In Arkansas town, one certainty: 'They all blow smoke'

By Lynda Gorov, Globe Staff, 11/2/2000

ENTON, Ark. - The women who work the presses and wait on the customers at Colonial Cleaners say they aren't buying a word of it.

No matter which candidate is speaking, and regardless of what he is saying, they consider it so much hooey. Bush promises this, Gore promises that, and the women shrug off the possibility that either will improve their lives.

''They can promise you everything,'' Rose Riley, 41, a clothes presser, said while on break before the lunch-hour rush. ''Then they get up there and can't do anything or don't do anything.''

Added Rosalita Ray, 40 and also a presser, ''It's like a man before you marry him.''

The co-workers got a good laugh over that. But they weren't laughing about their Election Day options. Whether for Al Gore, or for George W. Bush, or as yet undecided, they bad-mouthed both as pampered princes unfamiliar with worries of working people.

Up and down Main Street in this central Arkansas town of 21,000, where per-capita income averages about $21,600 a year and where the ''new economy'' is almost nil, eligible voter after eligible voter invoked the phrase ''lesser of two evils.'' Few expressed glee over a Gore presidency, or said they backed Bush with enthusiasm. The best they could offer was an affinity for the values of one party or another.

''My three biggest issues are gun control, abortion, and taxes; I'm against all three,'' said Janet Shelnudd, 51, who handles insurance claims for a group of heart surgeons in Little Rock, 30 or so miles to the northeast.

As she waited to have her car repaired at one of two gas stations on Main, she added, ''I like George Bush OK, I guess, but I really hate Al Gore.''

Said Bobby Sparks, 70, a Democrat who has owned a small Main Street department store called Sparks since 1962, but who has been hurting ever since Wal-mart opened nearby, ''I don't want to let either of them in.''

For the folks on Main the other day, the truth appeared to be especially elusive this campaign season. Men and women, managers and clock punchers, Democrats and Republicans, all said a belief in one man or the other has been hard to come by.

Theirs was not the political disillusionment of modern youth. It was more like a mature disgust. Having seen presidents come and go, having put their hopes into Washington-bound candidates before, they said they have learned to expect politically expedient lies.

''I don't believe either of them, because they're all liars,'' said Fern Ausbrooks, 69, who owns Benton Plaster Craft, which is crammed with objects for outdoor display. ''I say this would've been a good year for Ross Perot to run. There's just something about that little guy,'' the former Reform Party candidate who challenged President Bush in 1992 and President Clinton in 1996.

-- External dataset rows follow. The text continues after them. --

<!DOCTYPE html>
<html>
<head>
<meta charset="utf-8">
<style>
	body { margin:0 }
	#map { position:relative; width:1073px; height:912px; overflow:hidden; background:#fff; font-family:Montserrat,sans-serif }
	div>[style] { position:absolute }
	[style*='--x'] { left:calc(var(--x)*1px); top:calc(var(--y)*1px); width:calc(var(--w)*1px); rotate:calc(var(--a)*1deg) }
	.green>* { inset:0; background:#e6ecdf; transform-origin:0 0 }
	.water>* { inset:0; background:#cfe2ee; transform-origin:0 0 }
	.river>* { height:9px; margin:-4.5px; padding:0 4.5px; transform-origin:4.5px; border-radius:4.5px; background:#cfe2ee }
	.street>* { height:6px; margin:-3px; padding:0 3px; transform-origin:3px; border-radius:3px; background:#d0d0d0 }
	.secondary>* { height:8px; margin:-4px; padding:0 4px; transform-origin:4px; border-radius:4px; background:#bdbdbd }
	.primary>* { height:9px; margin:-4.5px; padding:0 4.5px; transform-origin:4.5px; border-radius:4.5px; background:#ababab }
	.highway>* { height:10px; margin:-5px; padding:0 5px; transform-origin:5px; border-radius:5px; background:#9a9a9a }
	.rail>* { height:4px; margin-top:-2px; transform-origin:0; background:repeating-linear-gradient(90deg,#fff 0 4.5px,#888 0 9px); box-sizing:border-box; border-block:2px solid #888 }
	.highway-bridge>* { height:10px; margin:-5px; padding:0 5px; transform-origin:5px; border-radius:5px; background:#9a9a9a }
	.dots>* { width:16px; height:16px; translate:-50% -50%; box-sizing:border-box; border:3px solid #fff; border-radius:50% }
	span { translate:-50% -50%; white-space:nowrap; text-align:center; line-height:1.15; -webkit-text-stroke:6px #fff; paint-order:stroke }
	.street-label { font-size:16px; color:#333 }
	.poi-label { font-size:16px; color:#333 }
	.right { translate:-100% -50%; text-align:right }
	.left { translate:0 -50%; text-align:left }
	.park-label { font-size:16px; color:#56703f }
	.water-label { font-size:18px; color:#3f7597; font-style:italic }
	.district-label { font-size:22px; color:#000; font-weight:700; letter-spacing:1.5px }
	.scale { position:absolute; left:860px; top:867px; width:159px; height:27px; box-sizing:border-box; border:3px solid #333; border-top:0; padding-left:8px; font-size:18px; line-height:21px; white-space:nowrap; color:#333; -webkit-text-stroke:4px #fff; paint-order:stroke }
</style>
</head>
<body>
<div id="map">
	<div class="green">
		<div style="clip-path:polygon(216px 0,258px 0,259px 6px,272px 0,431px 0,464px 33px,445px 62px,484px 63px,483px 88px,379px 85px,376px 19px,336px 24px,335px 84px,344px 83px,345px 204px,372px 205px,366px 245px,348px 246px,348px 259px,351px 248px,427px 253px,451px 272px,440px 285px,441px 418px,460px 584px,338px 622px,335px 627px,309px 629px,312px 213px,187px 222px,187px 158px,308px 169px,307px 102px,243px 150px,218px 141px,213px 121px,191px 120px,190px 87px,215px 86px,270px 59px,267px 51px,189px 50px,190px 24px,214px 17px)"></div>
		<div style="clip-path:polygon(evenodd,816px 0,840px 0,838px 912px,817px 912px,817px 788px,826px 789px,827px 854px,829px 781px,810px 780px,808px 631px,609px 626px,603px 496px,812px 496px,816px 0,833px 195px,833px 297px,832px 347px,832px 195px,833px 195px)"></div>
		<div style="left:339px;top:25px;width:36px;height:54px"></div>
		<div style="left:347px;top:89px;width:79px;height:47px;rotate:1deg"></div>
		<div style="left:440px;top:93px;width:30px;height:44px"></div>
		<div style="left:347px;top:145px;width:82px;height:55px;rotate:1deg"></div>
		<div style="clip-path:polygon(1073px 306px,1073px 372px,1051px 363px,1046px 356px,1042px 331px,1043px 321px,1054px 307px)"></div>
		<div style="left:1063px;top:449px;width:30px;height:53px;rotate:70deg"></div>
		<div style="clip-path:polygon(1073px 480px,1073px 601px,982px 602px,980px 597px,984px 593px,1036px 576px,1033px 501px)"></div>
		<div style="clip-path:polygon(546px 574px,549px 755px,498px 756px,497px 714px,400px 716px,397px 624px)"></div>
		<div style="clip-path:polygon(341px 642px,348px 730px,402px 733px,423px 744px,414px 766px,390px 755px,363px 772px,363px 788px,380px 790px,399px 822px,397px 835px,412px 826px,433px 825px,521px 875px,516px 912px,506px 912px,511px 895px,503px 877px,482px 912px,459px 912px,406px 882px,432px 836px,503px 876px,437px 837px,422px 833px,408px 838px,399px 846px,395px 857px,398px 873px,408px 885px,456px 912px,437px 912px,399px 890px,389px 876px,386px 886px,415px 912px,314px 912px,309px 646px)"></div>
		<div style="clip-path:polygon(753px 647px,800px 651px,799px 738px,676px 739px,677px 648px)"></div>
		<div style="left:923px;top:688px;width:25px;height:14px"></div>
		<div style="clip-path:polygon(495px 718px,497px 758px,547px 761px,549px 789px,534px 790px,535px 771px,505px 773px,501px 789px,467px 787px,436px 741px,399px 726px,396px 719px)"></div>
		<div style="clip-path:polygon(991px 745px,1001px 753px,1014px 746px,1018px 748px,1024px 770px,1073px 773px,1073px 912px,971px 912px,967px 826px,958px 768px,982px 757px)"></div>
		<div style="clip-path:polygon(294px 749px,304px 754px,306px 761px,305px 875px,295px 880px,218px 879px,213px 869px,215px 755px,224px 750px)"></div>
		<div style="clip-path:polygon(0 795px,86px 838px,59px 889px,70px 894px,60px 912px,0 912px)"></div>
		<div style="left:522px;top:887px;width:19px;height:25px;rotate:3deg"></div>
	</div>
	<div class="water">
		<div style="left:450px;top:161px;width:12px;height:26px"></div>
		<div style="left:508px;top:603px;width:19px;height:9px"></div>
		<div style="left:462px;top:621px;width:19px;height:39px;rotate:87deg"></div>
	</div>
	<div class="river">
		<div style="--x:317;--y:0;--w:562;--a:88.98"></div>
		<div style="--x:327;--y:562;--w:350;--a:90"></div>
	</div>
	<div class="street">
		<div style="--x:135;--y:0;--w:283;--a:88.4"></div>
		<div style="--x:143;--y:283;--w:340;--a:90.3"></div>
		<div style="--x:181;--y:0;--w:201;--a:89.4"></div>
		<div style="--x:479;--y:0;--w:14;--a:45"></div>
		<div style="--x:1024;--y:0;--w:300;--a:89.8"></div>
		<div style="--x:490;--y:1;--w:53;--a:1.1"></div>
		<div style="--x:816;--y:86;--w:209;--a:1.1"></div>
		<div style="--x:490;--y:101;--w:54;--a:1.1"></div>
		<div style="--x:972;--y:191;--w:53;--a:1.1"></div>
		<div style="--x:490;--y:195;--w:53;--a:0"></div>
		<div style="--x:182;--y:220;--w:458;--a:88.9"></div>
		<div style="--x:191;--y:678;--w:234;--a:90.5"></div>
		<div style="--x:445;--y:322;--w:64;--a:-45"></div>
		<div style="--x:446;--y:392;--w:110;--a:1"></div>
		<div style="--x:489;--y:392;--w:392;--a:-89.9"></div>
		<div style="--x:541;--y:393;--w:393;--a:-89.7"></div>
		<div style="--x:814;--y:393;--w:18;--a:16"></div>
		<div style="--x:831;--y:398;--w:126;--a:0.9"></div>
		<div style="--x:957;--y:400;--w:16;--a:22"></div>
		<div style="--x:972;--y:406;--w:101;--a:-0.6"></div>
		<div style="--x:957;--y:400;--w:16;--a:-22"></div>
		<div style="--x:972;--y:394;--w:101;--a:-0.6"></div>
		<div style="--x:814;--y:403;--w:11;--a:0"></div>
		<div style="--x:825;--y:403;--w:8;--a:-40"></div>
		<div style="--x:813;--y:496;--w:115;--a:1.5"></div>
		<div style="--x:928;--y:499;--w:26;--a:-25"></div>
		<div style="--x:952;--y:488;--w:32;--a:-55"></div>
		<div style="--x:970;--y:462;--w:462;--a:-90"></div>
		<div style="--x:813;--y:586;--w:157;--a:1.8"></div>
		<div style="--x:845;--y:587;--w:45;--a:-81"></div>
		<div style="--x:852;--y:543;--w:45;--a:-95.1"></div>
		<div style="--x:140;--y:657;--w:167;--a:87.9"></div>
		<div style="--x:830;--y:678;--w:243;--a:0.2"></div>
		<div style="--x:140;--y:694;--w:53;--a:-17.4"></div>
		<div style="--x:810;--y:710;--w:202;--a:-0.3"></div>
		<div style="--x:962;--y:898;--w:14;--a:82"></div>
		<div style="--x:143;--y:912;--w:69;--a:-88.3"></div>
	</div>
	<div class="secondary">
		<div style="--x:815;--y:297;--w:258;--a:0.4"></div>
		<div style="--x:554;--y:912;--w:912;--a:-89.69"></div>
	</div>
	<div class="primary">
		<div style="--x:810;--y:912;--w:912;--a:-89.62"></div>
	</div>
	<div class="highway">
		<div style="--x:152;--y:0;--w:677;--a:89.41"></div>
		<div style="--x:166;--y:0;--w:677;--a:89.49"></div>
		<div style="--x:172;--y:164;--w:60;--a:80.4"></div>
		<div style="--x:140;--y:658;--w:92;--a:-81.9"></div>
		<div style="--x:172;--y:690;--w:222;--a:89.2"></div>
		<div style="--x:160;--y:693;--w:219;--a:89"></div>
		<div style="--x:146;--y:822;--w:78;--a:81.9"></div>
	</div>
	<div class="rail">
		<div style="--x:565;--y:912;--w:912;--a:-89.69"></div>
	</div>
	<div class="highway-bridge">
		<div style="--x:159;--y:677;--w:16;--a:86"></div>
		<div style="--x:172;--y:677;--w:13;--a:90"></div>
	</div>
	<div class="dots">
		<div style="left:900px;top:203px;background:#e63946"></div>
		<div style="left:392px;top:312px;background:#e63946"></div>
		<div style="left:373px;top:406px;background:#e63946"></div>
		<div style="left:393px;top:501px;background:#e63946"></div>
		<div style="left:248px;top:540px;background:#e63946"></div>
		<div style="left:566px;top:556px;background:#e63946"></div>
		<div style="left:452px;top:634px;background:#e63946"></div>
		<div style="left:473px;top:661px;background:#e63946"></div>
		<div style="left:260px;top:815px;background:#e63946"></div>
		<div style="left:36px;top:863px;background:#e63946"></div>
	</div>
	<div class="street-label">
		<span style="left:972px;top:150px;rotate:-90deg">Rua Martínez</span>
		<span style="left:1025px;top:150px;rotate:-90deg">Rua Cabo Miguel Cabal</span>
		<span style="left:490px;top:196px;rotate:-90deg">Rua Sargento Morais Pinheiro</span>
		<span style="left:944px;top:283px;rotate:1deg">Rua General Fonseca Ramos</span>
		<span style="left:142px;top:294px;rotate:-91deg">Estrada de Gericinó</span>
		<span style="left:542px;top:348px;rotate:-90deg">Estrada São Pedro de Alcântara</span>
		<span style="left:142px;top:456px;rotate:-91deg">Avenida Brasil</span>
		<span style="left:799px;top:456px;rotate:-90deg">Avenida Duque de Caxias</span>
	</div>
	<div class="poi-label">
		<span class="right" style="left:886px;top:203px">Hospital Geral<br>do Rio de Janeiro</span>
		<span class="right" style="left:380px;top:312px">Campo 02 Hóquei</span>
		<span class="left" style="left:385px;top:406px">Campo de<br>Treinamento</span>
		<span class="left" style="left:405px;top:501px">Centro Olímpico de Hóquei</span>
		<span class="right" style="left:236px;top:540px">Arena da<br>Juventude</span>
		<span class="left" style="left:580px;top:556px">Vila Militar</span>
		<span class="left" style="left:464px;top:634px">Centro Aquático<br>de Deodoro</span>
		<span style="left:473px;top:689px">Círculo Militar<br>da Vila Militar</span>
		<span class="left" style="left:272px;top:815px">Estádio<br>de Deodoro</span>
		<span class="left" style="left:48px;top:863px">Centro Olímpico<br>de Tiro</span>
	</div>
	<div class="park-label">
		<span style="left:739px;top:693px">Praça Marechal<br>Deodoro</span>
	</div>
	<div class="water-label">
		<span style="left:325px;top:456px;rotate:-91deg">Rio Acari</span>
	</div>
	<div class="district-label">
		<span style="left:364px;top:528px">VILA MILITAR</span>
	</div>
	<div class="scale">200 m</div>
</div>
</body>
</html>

Last time, however, Ausbrooks voted for Clinton. With an eye to the economy, this time she's leaning toward Gore. So were the workers at Colonial Cleaners, who said the Democrats seem at least a bit more attuned to the middle class. The Republicans, and by extension Bush, are too hoity-toity for them.

''Are the rich just wanting us all to die off?'' said Ray, who makes $6.35 an hour. ''Well, they'll be up the creek then. Who are they going to get to do all the peon jobs?''

The way 30-year-old Eric Starkey saw it, however, Bush offers the business people along Main Street the best chance to fare even better economically than they did during the Clinton years. As general manager of Benton Office Supplies, which his family owns, he said he is most concerned about reducing taxes.

Voter turnout in Arkansas typically exceeds the national rate, and Benton routinely has one of the highest turnouts in the state. Saline County has 48,000 registered voters, and local candidates said that at least 32,000 are expected to go to the polls Tuesday.

But with good-size headquarters for both parties in Benton, the Democrats in a converted house on Main, the Republicans in offices within view from the street, the local outcome is too close to call. On Main Street, the only certainty seemed to be that politicians in general and the two running for president in particular will not be held to their promises.

''We all know they all blow smoke,'' said Glenn Harrison, 65, a retired Corps of Engineers technician.